Dynamical systems analysis of fluid transport in time-periodic vortex ring flows

• Published in: Physics of fluids (1994) Vol. 18; no. 4
• Main Authors: Shariff, Karim, Leonard, Anthony, Ferziger, Joel H.
• Format: Journal Article
• Language: English
• Published: Melville, NY American Institute of Physics 01.04.2006
• Subjects: Exact sciences and technology; Fluid dynamics; Fundamental areas of phenomenology (including applications); Inviscid flows with vorticity; Laminar flows; Physics; Rotational flow and vorticity; Vortex dynamics; Periodic flow; Poincaré section; Non viscous fluid; Vorticity; Entrainment; Ring vortex; Modelling; Vortex flow
• ISSN: 1070-6631; 1089-7666
• DOI: 10.1063/1.2189867

It is known that the stable and unstable manifolds of dynamical systems theory provide a powerful tool for understanding Lagrangian aspects of time-periodic flows. In this work we consider two time-periodic vortex ring flows. The first is a vortex ring with an elliptical core. The manifolds provide information about entrainment and detrainment of irrotational fluid into and out of the volume transported with the ring. The likeness of the manifolds with features observed in flow visualization experiments of turbulent vortex rings suggests that a similar process might be at play.

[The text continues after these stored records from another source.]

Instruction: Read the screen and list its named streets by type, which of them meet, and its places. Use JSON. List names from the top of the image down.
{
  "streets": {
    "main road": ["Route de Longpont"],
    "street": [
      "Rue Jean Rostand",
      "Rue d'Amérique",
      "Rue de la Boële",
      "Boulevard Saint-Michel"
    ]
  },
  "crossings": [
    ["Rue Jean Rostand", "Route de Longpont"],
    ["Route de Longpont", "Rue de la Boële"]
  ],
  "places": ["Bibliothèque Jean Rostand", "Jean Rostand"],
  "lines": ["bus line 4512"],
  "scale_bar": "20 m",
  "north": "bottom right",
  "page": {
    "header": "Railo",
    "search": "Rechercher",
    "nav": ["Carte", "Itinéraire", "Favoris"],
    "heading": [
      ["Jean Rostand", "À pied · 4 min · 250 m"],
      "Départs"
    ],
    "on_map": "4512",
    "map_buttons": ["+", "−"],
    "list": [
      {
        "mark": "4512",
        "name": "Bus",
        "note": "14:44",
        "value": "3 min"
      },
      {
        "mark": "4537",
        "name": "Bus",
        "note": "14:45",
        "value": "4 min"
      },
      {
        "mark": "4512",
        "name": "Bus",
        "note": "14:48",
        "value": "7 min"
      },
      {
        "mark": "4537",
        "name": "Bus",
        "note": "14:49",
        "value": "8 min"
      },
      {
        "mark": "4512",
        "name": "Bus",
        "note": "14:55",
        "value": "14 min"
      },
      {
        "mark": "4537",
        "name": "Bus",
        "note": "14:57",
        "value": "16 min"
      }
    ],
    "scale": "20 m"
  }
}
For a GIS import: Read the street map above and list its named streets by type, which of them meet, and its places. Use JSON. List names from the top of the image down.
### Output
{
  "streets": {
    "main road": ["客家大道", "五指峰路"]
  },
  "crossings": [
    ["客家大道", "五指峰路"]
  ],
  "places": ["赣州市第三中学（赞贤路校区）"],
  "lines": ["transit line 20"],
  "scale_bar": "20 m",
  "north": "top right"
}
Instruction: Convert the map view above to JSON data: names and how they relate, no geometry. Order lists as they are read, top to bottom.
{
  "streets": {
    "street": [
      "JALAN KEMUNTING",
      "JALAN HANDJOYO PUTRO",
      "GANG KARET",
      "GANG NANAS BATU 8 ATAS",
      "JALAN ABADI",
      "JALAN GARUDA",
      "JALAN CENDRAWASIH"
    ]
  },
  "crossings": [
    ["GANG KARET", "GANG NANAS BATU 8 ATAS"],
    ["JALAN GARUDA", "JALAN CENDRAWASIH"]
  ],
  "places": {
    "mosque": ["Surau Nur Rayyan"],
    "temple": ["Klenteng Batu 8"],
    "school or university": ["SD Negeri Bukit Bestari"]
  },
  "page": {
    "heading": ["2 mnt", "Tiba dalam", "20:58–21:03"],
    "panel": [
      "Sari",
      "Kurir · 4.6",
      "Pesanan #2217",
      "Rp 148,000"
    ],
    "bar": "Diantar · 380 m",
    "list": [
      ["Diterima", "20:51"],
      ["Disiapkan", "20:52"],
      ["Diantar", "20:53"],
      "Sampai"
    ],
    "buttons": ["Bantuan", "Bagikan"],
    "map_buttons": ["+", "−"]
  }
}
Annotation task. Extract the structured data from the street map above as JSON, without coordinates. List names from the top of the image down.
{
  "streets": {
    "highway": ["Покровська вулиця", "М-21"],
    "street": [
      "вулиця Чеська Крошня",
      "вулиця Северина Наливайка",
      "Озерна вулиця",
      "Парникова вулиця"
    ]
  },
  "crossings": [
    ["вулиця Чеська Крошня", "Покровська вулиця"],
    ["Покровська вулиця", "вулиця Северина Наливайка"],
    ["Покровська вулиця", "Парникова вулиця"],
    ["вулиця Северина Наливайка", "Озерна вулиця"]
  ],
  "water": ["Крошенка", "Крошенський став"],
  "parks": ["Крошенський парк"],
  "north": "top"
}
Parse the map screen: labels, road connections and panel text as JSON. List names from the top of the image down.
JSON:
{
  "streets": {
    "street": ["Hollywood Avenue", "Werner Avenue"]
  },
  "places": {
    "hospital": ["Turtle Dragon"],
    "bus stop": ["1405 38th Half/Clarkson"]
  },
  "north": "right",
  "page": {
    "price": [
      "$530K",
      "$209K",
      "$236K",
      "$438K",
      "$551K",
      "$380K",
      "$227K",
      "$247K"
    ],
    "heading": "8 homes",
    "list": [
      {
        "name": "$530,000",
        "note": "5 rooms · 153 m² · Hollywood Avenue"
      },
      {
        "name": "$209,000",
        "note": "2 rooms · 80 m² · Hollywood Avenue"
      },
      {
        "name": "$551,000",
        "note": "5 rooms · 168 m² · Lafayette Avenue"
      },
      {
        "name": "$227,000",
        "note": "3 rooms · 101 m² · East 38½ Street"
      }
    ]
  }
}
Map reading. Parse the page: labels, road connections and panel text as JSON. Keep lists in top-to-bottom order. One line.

However, what precise modes of unsteadiness are responsible for stirring in a turbulent vortex ring is left as an open question. The second situation is that of two leapfrogging rings. The unstable manifold shows striking agreement with even the fine features of smoke visualization photographs, suggesting that fluid elements in the vicinity of the manifold are drawn out along it and begin to reveal its structure. We suggest that interpretations of these photographs that argue for complex vorticity dynamics ought to be reconsidered. Recently, theoretical and computational tools have been developed to locate structures analogous to stable and unstable manifolds in aperiodic, or finite-time systems. The usefulness of these analogs is demonstrated, using vortex ring flows as an example, in the paper by Shadden, Dabiri, and Marsden [Phys. Fluids 18, 047105 (2006)].